- **Requirement**
Look for "left" in each line of the entries, and return the matching lines.

- **Dataset records**
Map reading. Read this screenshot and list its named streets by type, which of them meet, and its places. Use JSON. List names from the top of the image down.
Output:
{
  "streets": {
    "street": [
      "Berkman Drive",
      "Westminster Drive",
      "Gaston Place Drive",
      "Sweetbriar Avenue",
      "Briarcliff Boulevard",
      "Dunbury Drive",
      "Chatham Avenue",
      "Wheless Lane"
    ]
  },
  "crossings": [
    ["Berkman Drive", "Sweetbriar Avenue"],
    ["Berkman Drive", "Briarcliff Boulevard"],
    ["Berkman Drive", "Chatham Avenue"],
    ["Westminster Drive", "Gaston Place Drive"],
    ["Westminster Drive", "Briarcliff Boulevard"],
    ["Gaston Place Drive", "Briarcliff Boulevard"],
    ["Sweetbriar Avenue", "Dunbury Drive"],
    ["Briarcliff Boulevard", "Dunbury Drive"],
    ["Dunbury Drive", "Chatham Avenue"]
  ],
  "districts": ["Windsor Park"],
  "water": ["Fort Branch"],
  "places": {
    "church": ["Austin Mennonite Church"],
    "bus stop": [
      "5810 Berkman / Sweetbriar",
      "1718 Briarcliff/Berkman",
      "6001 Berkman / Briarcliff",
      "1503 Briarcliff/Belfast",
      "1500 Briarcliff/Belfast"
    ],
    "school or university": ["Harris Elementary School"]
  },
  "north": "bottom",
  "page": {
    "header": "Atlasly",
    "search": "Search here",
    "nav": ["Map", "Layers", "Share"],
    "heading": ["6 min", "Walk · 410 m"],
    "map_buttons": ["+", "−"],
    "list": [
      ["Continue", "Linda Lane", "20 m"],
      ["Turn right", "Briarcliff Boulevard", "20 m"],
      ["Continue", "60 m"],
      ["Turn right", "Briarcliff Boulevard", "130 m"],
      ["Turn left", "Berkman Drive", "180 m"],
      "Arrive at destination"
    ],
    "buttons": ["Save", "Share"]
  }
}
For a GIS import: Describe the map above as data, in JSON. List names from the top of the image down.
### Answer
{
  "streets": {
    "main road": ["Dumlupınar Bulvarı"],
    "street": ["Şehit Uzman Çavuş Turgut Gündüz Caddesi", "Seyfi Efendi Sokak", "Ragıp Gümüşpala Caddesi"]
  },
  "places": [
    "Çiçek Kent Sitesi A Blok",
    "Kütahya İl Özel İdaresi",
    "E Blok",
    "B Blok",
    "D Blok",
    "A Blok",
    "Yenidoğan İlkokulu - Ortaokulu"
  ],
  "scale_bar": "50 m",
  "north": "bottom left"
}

- **The answer**
      ["Turn left", "Berkman Drive", "180 m"],
  "north": "bottom left"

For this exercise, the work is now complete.